Back in 2000, a web series came out called Mortal Kombat: Federation of Martial Arts. Hosted on the official Mortal Kombat website, it was a big stock-based game for fans that allowed them to gamble on fights with fake money. Taking place in the same continuity as the two Mortal Kombat movies and the TV prequel Mortal Kombat: Conquest, it involved various one-on-one fights between series regulars and not-so-regulars that would go two out of three rounds and featured quick and incredibly awkward action.
Even though various actors from different Mortal Kombat projects returned, the whole thing was incredibly low budget and looked it in every instant. They even used an image of Fujin’s Mortal Kombat 4 select screen icon instead of simply having an actor play him. At least it gave us Johnny Cage’s self-proclaimed brother Jimmy Cage. He did not do so well.
2. Mortal Kombat Nitro: The Unreleased SNES Upgrade
The home release of the original Mortal Kombat was a huge moment in both the 16-bit console war and the way Nintendo did business. As you may know, the SNES version of Mortal Kombat replaced its blood with green sweat and sanitized the “Finishing Moves.” The Genesis version had blood and gory Fatalities available via a special code, making that version far more profitable. Nintendo looked at the numbers and gave in when it came to the sequel. Mortal Kombat II was allowed to be gruesome.
In between those games, though, we almost got a Mortal Kombat re-release for the SNES. Known as Mortal Kombat Nitro, this SNES port not only had all the blood and Fatalities reinstated, but the original three bosses would be playable, a new secret boss would be introduced, the speed could be altered, everyone had alternate endings depending on who they killed in the arcade ladder, and you could even unlock new color schemes. While it was far enough along, they decided to axe it as they were afraid it would dilute things for the audience with Mortal Kombat II on the way to consoles.

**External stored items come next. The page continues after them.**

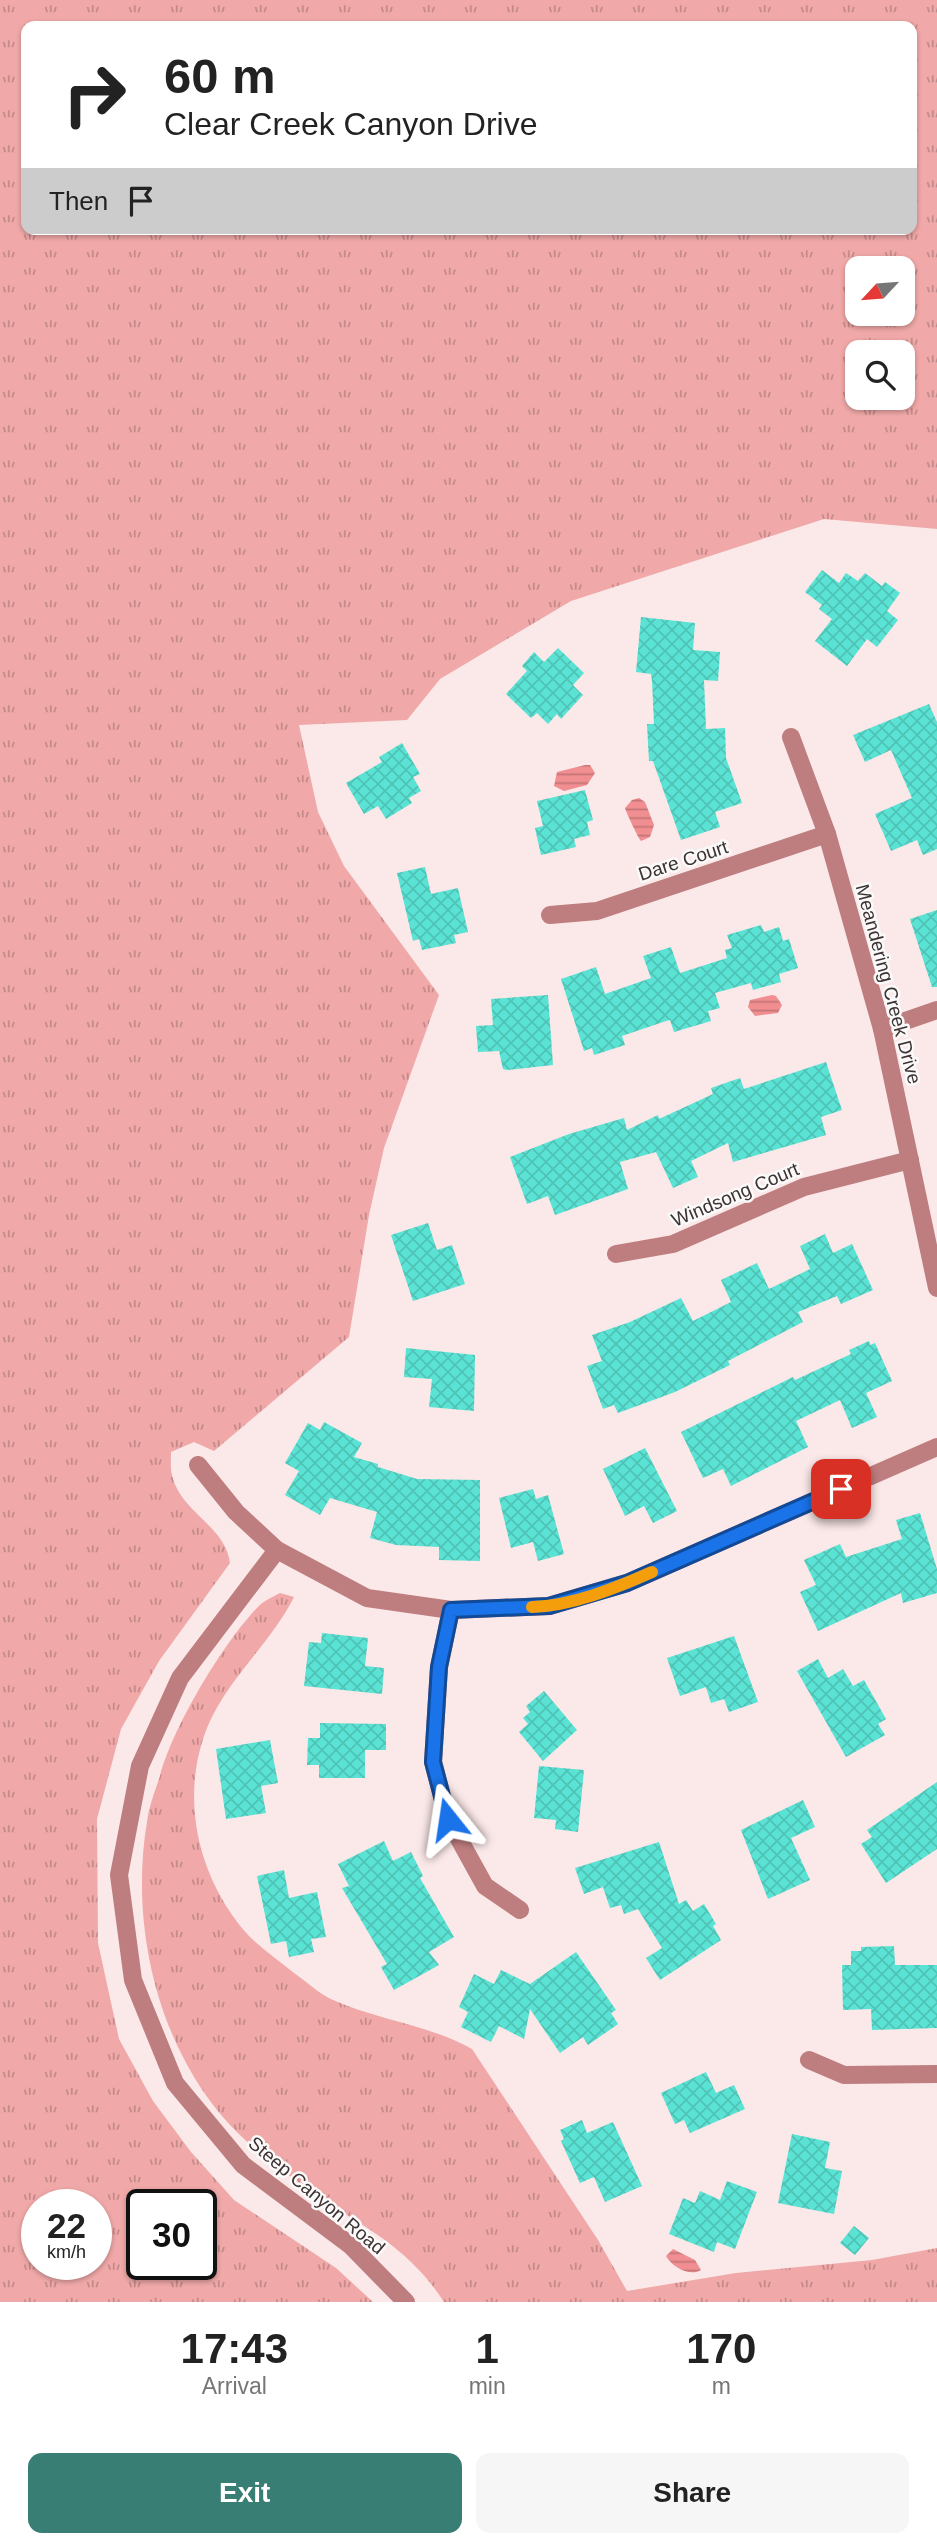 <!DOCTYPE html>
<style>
body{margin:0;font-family:Arial,sans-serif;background:#f6f6f6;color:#222;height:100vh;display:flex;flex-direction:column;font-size:26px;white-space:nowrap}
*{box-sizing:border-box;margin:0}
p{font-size:23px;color:#767676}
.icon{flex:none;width:38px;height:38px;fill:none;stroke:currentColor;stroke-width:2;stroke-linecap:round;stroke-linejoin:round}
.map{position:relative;height:2302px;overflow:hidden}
.side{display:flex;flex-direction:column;background:#fff;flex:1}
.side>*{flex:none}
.hud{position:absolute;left:21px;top:21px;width:896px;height:214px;border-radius:14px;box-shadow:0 2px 5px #0004;background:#fff;color:#222;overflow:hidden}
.needle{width:46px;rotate:244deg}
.buttons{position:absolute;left:845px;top:256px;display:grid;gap:14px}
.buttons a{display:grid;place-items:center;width:70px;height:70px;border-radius:14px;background:#fff;box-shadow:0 2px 5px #0004;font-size:35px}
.speed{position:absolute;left:21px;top:2189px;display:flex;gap:14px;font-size:35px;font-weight:700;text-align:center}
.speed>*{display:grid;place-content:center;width:91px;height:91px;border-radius:50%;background:#fff;box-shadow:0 2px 5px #0004;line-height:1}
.speed small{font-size:18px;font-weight:400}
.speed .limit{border:4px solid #111;border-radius:10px;background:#fff;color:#111}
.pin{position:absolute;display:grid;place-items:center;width:60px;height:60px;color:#fff;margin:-30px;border-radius:14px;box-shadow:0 4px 10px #0006}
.me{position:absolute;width:77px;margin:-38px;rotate:345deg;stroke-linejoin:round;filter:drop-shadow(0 0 5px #0008)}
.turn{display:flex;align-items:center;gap:24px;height:147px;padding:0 28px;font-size:32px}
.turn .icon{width:91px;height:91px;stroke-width:2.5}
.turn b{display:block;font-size:49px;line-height:60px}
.then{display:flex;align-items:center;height:66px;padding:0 28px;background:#0003;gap:14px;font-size:26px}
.eta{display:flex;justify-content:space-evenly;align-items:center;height:119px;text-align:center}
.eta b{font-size:42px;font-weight:700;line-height:49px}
.cta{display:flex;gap:14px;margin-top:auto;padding:14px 28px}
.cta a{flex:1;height:80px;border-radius:14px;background:#387e75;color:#fff;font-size:28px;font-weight:700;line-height:80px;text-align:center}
.cta a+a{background:#f6f6f6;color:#222}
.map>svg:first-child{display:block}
.grass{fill:url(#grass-tufts);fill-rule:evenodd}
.water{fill:url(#water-rules)}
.building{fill:url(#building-cross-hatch)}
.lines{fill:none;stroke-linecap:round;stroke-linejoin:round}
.minor{stroke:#be7d7e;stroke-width:18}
.route-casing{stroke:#114b97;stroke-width:18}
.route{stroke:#1a73e8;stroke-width:12}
.slow{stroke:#f59e0b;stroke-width:12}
.labels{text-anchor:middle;stroke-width:5;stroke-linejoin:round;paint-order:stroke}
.street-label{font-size:19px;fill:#3e3232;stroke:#fafafa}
</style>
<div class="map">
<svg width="937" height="2302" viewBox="0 0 937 2302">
<defs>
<pattern id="grass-tufts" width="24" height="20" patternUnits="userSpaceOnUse" patternTransform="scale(1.75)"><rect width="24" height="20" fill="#f0a8a8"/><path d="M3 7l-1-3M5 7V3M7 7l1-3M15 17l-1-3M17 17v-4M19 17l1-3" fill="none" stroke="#c48989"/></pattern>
<pattern id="water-rules" width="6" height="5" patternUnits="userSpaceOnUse" patternTransform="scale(1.75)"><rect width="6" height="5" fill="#f18e91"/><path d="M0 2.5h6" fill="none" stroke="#c57577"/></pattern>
<pattern id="building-cross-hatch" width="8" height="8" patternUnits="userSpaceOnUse" patternTransform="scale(1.75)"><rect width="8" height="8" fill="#5ae3d4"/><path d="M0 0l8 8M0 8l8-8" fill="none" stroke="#4fc3b6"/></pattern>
</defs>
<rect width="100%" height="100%" fill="#fbe8e8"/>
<g class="grass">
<path d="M0 0H937V529L824 519 571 601 440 679 407 720 299 725 318 812 344 866 439 995 384 1148 369 1215 349 1337 214 1451 194 1442 171 1452C171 1459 170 1468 172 1475 180 1512 225 1525 230 1563L159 1661 121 1729 97 1819 98 1943 119 2039 153 2101 191 2152 234 2200 336 2268 373 2302H0ZM26 26H912V229H26ZM858 268H903V313H858ZM858 352H903V397H858ZM37 2205H96V2264H37ZM142 2205H201V2264H142Z"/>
<path d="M280 1593 294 1597C269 1647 221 1683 203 1739 181 1807 201 1883 249 1936 262 1949 279 1961 294 1973 306 1981 319 1994 333 2000 378 2020 429 2025 472 2049L598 2240 627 2291 736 2273 872 2260 937 2248V2302H444C404 2240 354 2224 298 2182 271 2162 244 2142 222 2116 156 2038 130 1922 147 1822 149 1806 155 1791 160 1776 173 1727 223 1643 258 1607 263 1601 273 1597 280 1593Z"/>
</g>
<g class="water">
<path d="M585 765H590L595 773 587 785 564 791 554 786 557 772Z"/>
<path d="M639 798 645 802 654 825 650 837 641 841C638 838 626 812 625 808L632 800Z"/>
<path d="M772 995 776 996 782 1005 778 1013 755 1016 748 1007 750 1000Z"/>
<path d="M673 2249 695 2260 701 2270C690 2277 672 2267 666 2256Z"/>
</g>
<g class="building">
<path d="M822 570 839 583 846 573 858 581 865 573 882 586 885 582 900 593 887 611 898 620 877 647 867 639 847 666 815 641 832 619 819 609 822 605 805 592Z"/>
<path d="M641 617 695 623 693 650 720 652 718 681 704 680 706 729 725 728 726 758 742 803 715 812 720 827 681 840 653 761H649L647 724H654L652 681 651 674 636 672Z"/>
<path d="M558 648 584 673 573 685 583 695 561 719 557 714 548 724 537 713 531 718 506 694 527 671 522 666 534 652 544 662Z"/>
<path d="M929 704 937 722V849L923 855 917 840 891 851 875 814 912 798 891 750 865 762 853 735Z"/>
<path d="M402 743 420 774 413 777 421 791 409 798 412 803 386 819 378 806 364 814 346 783 382 762 379 757Z"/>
<path d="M585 790 593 820 587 822 590 835 574 839 576 847 541 855 535 828 543 826 537 801Z"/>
<path d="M425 867 431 894 458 888 468 932 454 935 456 943 422 950 419 939 413 941 397 873Z"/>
<path d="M937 910V987H932L910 919Z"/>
<path d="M761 925 764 932 779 927 783 941 789 939 798 968 779 974 781 982 753 990 751 983 715 993 720 1008 708 1011 711 1021 674 1032 670 1020 666 1021 622 1036 625 1045 594 1055 592 1048 584 1051 561 979 596 967 605 994 651 978 643 956 671 947 680 973 727 958 725 950 732 948 727 935Z"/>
<path d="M548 995 553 1065 507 1070 503 1069 499 1051 478 1052 476 1026 493 1025 491 999Z"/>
<path d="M826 1062 842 1110 821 1117 826 1135 733 1162 728 1143 691 1161 698 1177 673 1188 656 1152 620 1162 628 1189 555 1215 548 1196 527 1204 510 1157 569 1134 624 1118 627 1130 658 1115 659 1119 713 1094 711 1088 740 1078 744 1089Z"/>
<path d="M428 1223 437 1250 452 1245 465 1284 413 1301 391 1235Z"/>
<path d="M825 1234 833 1253 852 1244 873 1290 841 1304 837 1296 798 1312 803 1322 728 1361 730 1365 675 1392 618 1413 614 1405 603 1409 587 1366 602 1361 592 1335 630 1322 681 1298 693 1321 731 1302 721 1280 757 1263 769 1289 810 1269 800 1246Z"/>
<path d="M869 1341 870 1345 875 1343 892 1381 866 1393 877 1417 852 1428 840 1400 796 1421 808 1447 731 1486 723 1469 703 1478 681 1432 793 1377 795 1380 851 1354 849 1350Z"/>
<path d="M406 1348 475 1355 474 1411 429 1407 432 1379 404 1377Z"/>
<path d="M324 1422 362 1443 354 1457 378 1464V1467L417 1479 480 1480V1561L439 1560V1547L396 1545 370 1538 377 1512 330 1498 320 1515 285 1495 299 1471 285 1463 308 1423 320 1430Z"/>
<path d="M645 1448 677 1511 653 1523 644 1506 625 1516 603 1469Z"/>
<path d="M533 1489 536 1499 548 1495 564 1554 538 1561 533 1542 511 1548 499 1498Z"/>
<path d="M920 1513 937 1569V1593L903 1603 901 1593 818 1631 800 1592 816 1585 804 1560 840 1544 846 1557 902 1539 896 1520Z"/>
<path d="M322 1633 368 1638 365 1666 384 1668 382 1694 304 1686 309 1642 321 1643Z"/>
<path d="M734 1636 758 1702 729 1712 724 1699 711 1703 706 1687 680 1696 667 1658Z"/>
<path d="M818 1659 828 1678 843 1669 853 1686 864 1680 886 1719 878 1724 885 1735 846 1757 797 1671Z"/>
<path d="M544 1691 577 1730 543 1761 519 1732 528 1724 523 1718 530 1712 526 1706Z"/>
<path d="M320 1723 386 1724V1750H365V1778H319V1765H307L308 1738H320Z"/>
<path d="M270 1740 278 1783 261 1786 266 1813 226 1819 216 1749Z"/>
<path d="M539 1766 584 1770 578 1832 555 1829 556 1820 534 1818Z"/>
<path d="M937 1782V1849L886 1883 861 1844 872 1837 867 1830Z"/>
<path d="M803 1800 815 1827 791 1838 810 1880 768 1899 741 1830Z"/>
<path d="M384 1841 393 1861 411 1852 423 1876 420 1878 454 1937 429 1952 439 1965 394 1990 381 1967 387 1964 342 1888 349 1886 338 1864Z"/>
<path d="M659 1842 679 1904 686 1900 693 1911 704 1904 716 1924 713 1926 721 1940 660 1980 646 1958 662 1948 638 1909 624 1914 621 1905 610 1908 603 1887 584 1894 575 1868Z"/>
<path d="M284 1870 289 1898 317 1892 326 1937 311 1939 314 1952 289 1957 286 1941 271 1944 257 1876Z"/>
<path d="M894 1946 895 1965H937V2028L872 2030 871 2009 843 2010 842 1965H851V1951H861V1947Z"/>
<path d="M576 1952 616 2010 611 2013 618 2024 588 2045 583 2037 560 2053 530 2009 524 2039 499 2026 491 2042 461 2027 468 2012 459 2007 474 1974 494 1984 501 1970 530 1984Z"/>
<path d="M706 2072 716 2093 734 2085 745 2109 690 2133 684 2120 675 2124 661 2093Z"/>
<path d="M582 2120 587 2133 613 2122 642 2186 605 2202 594 2177 580 2183 561 2141 564 2139 560 2130Z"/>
<path d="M792 2134 830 2142 825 2168 842 2171 834 2214 778 2203Z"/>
<path d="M727 2181 757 2192 735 2249 717 2242 714 2252 669 2234 683 2198 695 2203 700 2191 720 2200Z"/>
<path d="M854 2226 869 2238 855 2255 840 2243Z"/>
</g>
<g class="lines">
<g class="minor">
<path d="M791 737 827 834 882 1029 937 1288"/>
<path d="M550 915 597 911 827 834"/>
<path d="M882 1029 937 1010"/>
<path d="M616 1254 673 1244 804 1187 910 1160"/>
<path d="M198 1465 236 1512 277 1550 367 1598 451 1610 549 1606 627 1583 937 1447"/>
<path d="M277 1550 180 1678 140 1766 119 1875 133 1980 175 2083 243 2165 350 2245 406 2302"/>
<path d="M451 1610 439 1667 433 1762 448 1819 485 1886 520 1910"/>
<path d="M809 2060 844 2075 937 2074"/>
</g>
</g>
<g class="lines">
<defs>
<path id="route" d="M448 1819 433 1762 439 1667 451 1610 549 1606 627 1583 841 1489"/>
</defs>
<use href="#route" class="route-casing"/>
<use href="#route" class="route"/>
<path class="slow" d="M532 1607C572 1606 616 1588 652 1572"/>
</g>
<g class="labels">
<g class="street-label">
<text transform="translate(683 860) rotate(-18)" y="7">Dare Court</text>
<text transform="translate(889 984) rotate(75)" y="7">Meandering Creek Drive</text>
<text transform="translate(735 1194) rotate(-23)" y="7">Windsong Court</text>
<text transform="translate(317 2195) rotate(40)" y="7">Steep Canyon Road</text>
</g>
</g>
</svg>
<div class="buttons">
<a><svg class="needle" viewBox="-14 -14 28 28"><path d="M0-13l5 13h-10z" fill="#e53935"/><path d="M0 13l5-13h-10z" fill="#767676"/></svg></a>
<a><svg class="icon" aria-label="search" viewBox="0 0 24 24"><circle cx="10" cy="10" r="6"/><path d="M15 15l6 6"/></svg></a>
</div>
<div class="speed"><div>22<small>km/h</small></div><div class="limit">30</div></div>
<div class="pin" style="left:841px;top:1489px;background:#d93025"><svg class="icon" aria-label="arrive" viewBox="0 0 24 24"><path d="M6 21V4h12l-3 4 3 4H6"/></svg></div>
<svg class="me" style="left:448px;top:1819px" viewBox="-20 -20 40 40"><path d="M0-17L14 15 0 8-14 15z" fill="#1a73e8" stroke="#fff" stroke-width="4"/></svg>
<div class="hud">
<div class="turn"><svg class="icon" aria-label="right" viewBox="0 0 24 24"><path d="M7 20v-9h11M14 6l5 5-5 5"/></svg><div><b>60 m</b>Clear Creek Canyon Drive</div></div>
<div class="then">Then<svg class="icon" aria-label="arrive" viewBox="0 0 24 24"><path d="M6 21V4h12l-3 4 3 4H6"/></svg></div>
</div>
</div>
<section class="side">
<div class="eta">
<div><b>17:43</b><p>Arrival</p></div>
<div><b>1</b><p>min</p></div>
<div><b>170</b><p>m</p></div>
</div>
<div class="cta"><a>Exit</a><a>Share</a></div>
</section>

1. The Mortal Kombat Legacy Web Series Season We Never Got to See
The web series Mortal Kombat Legacy ended on a cliffhanger after two seasons. What’s crazy is that not only was a third season in the works, but it was supposed to tie into the release of Mortal Kombat X. In fact, it was the leaked casting call that gave fans the first descriptions of several new characters in that game, like Kung Jin, D’Vorah, and Erron Black (originally called Salazar). Then…nothing!
People involved with the third season’s production claim that it was fully filmed and finished, but never actually released. However, the leaked cast is kind of insane. Casper Van Dien reprised his role as Johnny Cage, Cary-Hiroyuki Tagawa returned as Shang Tsung, Ray Park played Erron Black, Booboo Stewart as Takeda, Lewis Tan (who played Cole Young in the recent movie) portrayed Kung Jin, and it even had Eric Roberts of all people as Bo’ Rai Cho. Not to mention live-action Ferra/Torr. At this point, you’d think someone would just release it in one of the games as an unlockable or something.